After an hour of speeding down the fjord’s calm waters, the skiff slows and pulls up to a half-
submerged rock. Jeff Bowman and I throw our packs ashore, then leap overboard. Immediately the outboard pulls back, and almost as quickly it melts into the slate-blue horizon. We turn slowly in place, trying to make sense of the sudden shift in our universe. A moment ago we were connected to the familiar electro-mechanical pulse of late twentieth-century life. Now we’re standing alone on Baffin Island, a spectacularly empty 1,000-mile-long chunk of land in Canada’s new Nunavut Territory.

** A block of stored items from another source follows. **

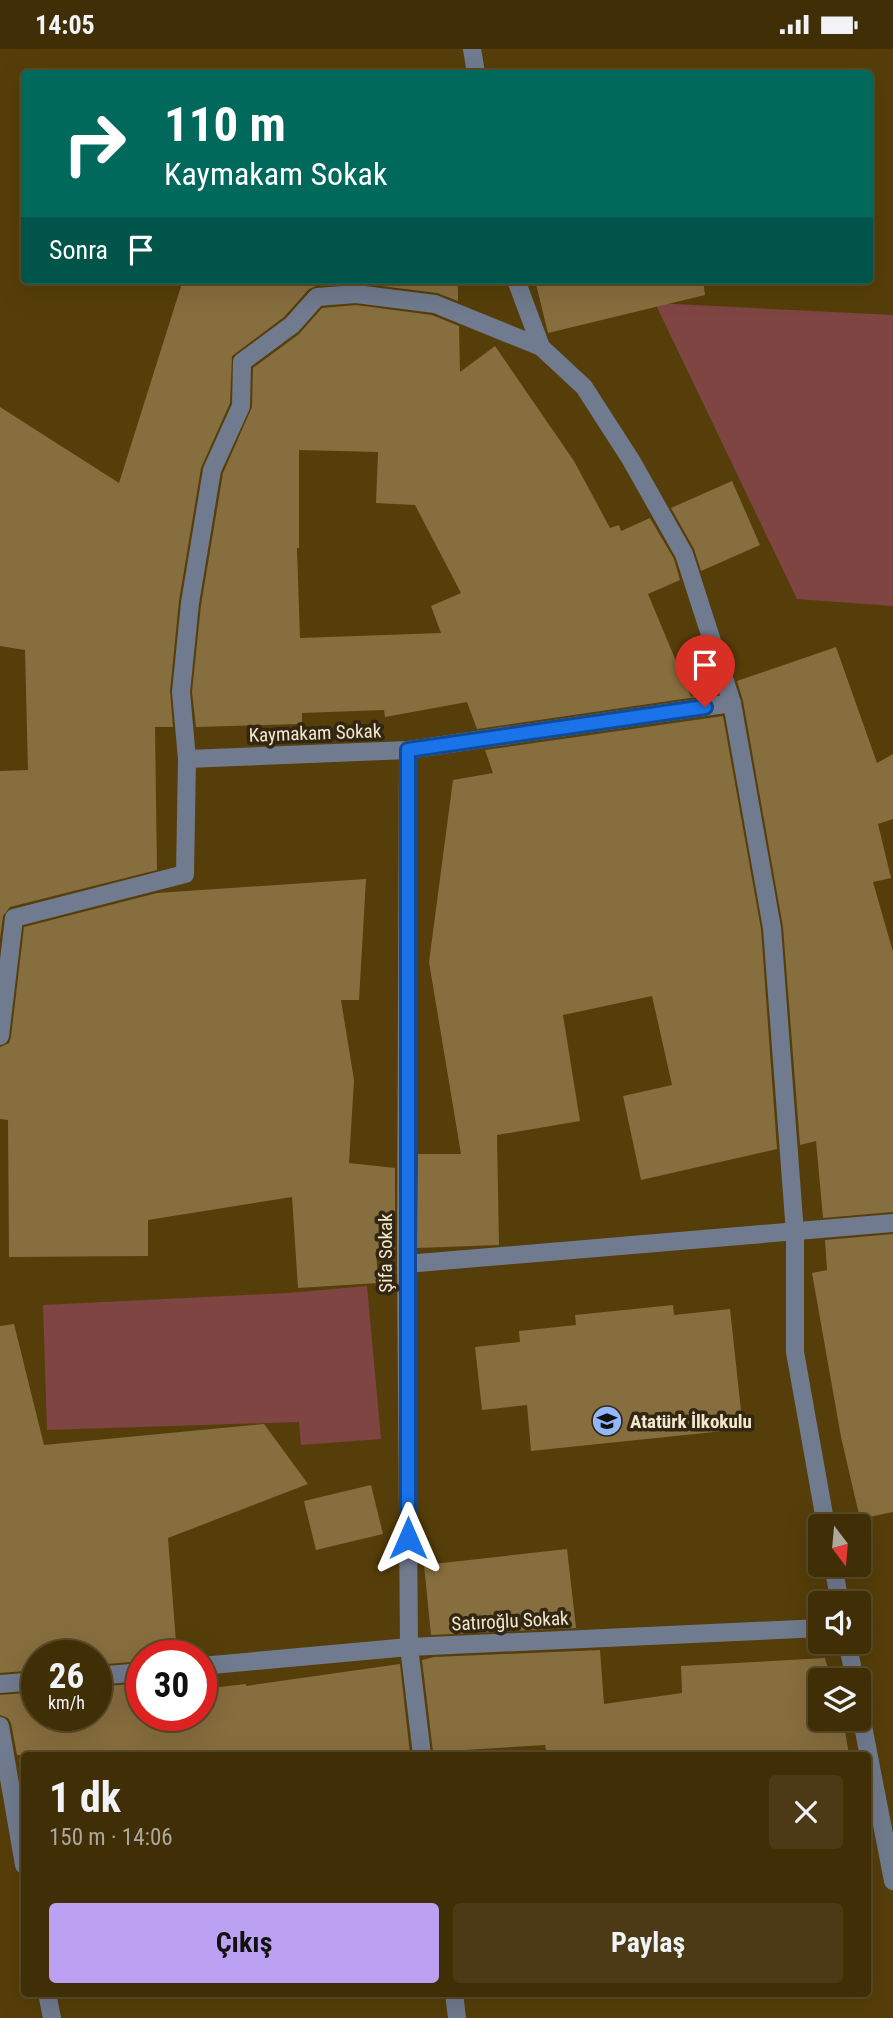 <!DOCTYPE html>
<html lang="tr">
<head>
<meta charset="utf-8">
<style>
  :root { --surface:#402e07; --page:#4b3a15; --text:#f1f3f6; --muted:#aea89b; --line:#594a28; --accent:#bca0f2 }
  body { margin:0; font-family:"Roboto Condensed",sans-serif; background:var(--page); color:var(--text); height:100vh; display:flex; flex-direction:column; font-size:26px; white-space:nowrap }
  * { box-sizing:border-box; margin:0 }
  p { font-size:23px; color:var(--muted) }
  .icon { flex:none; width:38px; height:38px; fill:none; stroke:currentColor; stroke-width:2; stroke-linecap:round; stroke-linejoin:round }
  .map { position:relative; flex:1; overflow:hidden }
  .side { position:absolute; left:21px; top:1703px; width:850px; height:245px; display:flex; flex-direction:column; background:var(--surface); border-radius:7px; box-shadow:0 7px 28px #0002,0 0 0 2px var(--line) }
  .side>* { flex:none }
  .top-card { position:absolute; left:21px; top:21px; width:852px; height:214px; border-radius:7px; box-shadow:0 7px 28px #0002,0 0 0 2px var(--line); background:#00695c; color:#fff; overflow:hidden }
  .needle { width:46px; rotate:164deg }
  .fabs { position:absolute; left:808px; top:1465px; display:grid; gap:14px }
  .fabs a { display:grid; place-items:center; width:63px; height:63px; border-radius:7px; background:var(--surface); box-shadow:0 7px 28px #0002,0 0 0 2px var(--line); font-size:35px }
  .speed { position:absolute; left:21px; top:1591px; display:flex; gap:14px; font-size:35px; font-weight:700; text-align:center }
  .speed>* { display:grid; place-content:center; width:91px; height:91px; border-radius:50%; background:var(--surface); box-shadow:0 7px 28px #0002,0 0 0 2px var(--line); line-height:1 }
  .speed small { font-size:18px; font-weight:400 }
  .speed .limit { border:10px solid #d22; background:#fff; color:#111 }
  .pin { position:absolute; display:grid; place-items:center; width:60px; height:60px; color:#fff; margin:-72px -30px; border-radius:50% 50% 50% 0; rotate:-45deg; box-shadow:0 0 7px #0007 }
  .pin .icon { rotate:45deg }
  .me { position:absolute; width:77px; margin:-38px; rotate:0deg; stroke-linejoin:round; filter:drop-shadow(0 0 5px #0008) }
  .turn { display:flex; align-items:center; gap:24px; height:147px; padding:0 28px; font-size:32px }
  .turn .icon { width:91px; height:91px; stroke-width:2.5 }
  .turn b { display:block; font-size:49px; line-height:60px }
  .then { display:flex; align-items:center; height:66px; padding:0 28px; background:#0003; gap:14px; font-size:26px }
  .round { display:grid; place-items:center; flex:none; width:74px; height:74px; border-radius:7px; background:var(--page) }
  .headline { display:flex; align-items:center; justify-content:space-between; height:119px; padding:0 28px }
  h1 { font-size:42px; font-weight:700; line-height:52px }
  .action { display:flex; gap:14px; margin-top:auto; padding:14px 28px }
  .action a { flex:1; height:80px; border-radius:7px; background:var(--accent); color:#111; font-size:28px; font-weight:700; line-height:80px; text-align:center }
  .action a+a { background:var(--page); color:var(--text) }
  .status { display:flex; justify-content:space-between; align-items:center; height:49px; padding:0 35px; background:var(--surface); direction:ltr }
  .status svg { height:19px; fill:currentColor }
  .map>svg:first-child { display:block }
  .green { fill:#7f4543 }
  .building { fill:#876e3e; fill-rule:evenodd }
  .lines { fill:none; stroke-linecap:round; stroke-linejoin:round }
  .minor { stroke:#717b8f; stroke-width:18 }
  .route-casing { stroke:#114b97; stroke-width:18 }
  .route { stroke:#1a73e8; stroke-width:12 }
  .labels { text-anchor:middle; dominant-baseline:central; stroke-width:7; stroke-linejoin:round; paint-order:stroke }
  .street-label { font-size:19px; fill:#f6e8cf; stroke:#322713 }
  .poi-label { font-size:19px; font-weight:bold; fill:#f6e8cf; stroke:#322713; text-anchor:start }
</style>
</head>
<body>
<div class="status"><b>14:05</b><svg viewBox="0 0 49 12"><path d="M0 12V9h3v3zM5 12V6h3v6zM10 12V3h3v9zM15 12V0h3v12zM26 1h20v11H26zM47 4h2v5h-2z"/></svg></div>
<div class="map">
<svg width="893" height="1969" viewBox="0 0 893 1969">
  <rect width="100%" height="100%" fill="#553e09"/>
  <g class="green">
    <polygon points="655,254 893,266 893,557 797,550"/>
    <polygon points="367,1237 381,1390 301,1396 299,1373 47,1381 43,1256 288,1244"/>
  </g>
  <g class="building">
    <polygon points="183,231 458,231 458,252 437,244 357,234 316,237 309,240 284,268 232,307 230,354 201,419 179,552 170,642 173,678 155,678 157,821 10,858 3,867 0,890 0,722 28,721 25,601 0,597 0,358 119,434"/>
    <polygon points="535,231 703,231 705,246 548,284"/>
    <path d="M 356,256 L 432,266 L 459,277 L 460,323 L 495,297 L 574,412 L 610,479 L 619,476 L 621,482 L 650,469 L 674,510 L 680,531 L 648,545 L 691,648 L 715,640 L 717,645 L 477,680 L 467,653 L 385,668 L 384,661 L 302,664 L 302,675 L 196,678 L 192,643 L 201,556 L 223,424 L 252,358 L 253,319 L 299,285 L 322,259 ZM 299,401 L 378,403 L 376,454 L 415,456 L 461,544 L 431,557 L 441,584 L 300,589 L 297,499 L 299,499 Z"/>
    <polygon points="732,432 760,496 701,522 694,500 671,459"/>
    <polygon points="836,598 877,714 893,705 893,770 878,775 891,829 873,833 893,903 893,1163 823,1169 816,1092 800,1096 783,878 743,652 737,632"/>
    <polygon points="723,667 761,880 777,1100 641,1131 623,1047 672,1036 652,947 563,966 580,1072 497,1086 499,1196 417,1199 418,1105 461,1105 429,913 453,731 493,724 485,701"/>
    <polygon points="366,830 359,951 341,951 354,1031 349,1114 395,1119 395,1200 376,1200 378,1234 298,1239 292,1148 148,1171 148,1207 9,1208 8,1071 0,1070 0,998 9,994 11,988 24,878 157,844"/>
    <polygon points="893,1185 893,1463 860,1470 841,1388 812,1224 827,1221 825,1191"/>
    <polygon points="673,1256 674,1266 730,1260 743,1380 531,1402 527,1356 482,1361 475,1298 520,1293 519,1282 576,1276 575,1266"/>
    <polygon points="14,1275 44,1396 264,1375 308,1435 168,1489 177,1606 142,1606 142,1612 96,1616 96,1606 37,1606 37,1621 0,1624 0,1277"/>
    <polygon points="371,1436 383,1485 316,1501 304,1452"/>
    <polygon points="567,1500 576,1579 431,1586 424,1516"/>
    <polygon points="600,1601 604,1655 682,1644 681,1617 825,1609 831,1631 821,1631 821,1670 843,1670 849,1706 695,1706 695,1701 654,1706 547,1706 545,1696 433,1703 422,1611 434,1608"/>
    <polygon points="400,1615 410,1705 17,1706 11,1674 8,1669 0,1666 0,1646 37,1643 37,1666 96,1666 96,1638 142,1634 142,1666 201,1666 201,1640 246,1635 246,1637"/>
  </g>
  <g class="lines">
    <g class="minor">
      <polyline points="472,0 476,24"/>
      <polyline points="516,231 541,298 584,338 631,411 684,505 732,654 772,879 795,1184 795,1303 826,1477"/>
      <polyline points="408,701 406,1215 409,1598 422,1706"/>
      <polyline points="187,710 181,643 190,554 212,421 241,357 242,313 292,276 317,248 356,245 435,255 541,298"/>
      <polyline points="0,987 14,869 185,825 187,710 408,701 732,654"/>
      <polyline points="406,1215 893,1174"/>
      <polyline points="833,1516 840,1554"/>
      <polyline points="847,1592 855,1631"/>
      <polyline points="201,1617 409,1598 821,1579"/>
      <polyline points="96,1627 142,1623"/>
      <polyline points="0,1635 37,1632"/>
      <polyline points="859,1656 893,1832"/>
      <polyline points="0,1677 24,1816"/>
      <polyline points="47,1944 52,1969"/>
      <polyline points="454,1944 457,1969"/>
    </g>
  </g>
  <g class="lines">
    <g class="route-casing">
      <polyline id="route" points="408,1489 408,701 705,658"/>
    </g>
    <use href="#route" class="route"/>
  </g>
  <defs>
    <g id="school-disc" transform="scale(1.575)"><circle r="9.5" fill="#93b7fd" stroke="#322713"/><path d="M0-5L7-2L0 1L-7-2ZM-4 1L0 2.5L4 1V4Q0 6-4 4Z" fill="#111"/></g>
  </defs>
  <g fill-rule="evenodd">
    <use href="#school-disc" x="607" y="1372"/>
  </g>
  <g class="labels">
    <g class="street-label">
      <text transform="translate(315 684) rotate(-2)">Kaymakam Sokak</text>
      <text transform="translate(385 1204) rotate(-90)">Şifa Sokak</text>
      <text transform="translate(510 1572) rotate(-3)">Satıroğlu Sokak</text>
    </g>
    <g class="poi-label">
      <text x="630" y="1372">Atatürk İlkokulu</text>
    </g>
  </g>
</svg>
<div class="fabs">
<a><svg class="needle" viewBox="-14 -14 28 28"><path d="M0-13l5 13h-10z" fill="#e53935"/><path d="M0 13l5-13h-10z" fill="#aea89b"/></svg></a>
<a><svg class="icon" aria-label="sound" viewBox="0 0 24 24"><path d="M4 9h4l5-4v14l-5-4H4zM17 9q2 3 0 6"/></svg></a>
<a><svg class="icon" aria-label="layers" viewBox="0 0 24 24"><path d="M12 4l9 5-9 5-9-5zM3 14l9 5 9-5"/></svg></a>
</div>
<div class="speed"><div>26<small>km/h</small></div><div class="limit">30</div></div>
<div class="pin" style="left:705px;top:658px;background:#d93025"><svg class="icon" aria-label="arrive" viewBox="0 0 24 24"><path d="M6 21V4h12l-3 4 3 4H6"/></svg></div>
<svg class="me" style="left:408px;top:1489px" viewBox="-20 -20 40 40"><path d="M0-17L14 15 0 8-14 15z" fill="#1a73e8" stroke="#fff" stroke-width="4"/></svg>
<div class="top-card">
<div class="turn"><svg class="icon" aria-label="right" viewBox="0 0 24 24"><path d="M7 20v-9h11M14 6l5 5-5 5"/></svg><div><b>110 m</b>Kaymakam Sokak</div></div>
<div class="then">Sonra<svg class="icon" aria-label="arrive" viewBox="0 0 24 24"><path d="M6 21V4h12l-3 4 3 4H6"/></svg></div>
</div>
<section class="side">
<div class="headline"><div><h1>1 dk</h1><p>150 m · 14:06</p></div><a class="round"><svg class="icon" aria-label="close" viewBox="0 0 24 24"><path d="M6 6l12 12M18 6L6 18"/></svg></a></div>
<div class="action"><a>Çıkış</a><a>Paylaş</a></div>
</section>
</div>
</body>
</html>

We’ve flown thousands of miles to the northeastern corner of our continent for one ostensible reason: to trace a route up Mt. Asgard, a 3,500-foot granite spire. At least that’s why Jeff invited me on this expedition. Though Jeff is a businessman from Boston and I’m a writer from Hood River, Oregon, we’ve somehow managed to link ropes in Yosemite, the Tetons, New Hampshire, and various rocky points between. But this would be our first adventure where backpacking to the mountain-a three-week trip-involves a greater journey than summiting it. And frankly, the lure of hiking through the foothills is the primary reason why I accepted Jeff’s invitation. I wanted to come home to the Arctic, to my first true love, long ignored but never forgotten.